Automated Machine Learning with Monte-Carlo Tree Search
This addresses the challenge of automating machine learning pipeline optimization for practitioners, though it appears incremental as it builds on existing methods like MCTS and Bayesian optimization.
The paper tackles the AutoML problem of selecting algorithms and hyperparameters for optimal dataset performance by introducing Mosaic, a Monte-Carlo tree search-based approach, which achieves statistically significant gains over Auto-Sklearn on the OpenML 100 benchmark and Scikit-learn portfolio.

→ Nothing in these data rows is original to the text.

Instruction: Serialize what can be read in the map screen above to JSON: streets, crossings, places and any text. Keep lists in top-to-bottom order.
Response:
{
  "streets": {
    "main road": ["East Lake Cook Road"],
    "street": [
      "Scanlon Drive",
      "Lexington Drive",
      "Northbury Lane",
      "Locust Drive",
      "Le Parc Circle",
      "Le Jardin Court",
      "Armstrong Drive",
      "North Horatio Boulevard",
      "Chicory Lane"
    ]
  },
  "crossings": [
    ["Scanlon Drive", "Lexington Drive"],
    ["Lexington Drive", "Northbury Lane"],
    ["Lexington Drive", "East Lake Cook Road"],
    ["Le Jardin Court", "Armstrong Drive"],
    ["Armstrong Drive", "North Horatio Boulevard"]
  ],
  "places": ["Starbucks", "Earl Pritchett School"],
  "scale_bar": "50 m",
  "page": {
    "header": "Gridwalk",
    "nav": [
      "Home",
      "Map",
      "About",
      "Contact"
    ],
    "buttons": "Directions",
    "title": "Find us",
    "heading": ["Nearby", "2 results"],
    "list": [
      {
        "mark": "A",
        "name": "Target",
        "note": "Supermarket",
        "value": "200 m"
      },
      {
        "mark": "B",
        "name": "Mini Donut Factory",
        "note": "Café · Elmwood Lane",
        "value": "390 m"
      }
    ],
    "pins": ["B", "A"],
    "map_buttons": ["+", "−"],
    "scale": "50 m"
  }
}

The AutoML task consists of selecting the proper algorithm in a machine learning portfolio, and its hyperparameter values, in order to deliver the best performance on the dataset at hand. Mosaic, a Monte-Carlo tree search (MCTS) based approach, is presented to handle the AutoML hybrid structural and parametric expensive black-box optimization problem. Extensive empirical studies are conducted to independently assess and compare: i) the optimization processes based on Bayesian optimization or MCTS; ii) its warm-start initialization; iii) the ensembling of the solutions gathered along the search. Mosaic is assessed on the OpenML 100 benchmark and the Scikit-learn portfolio, with statistically significant gains over Auto-Sklearn, winner of former international AutoML challenges.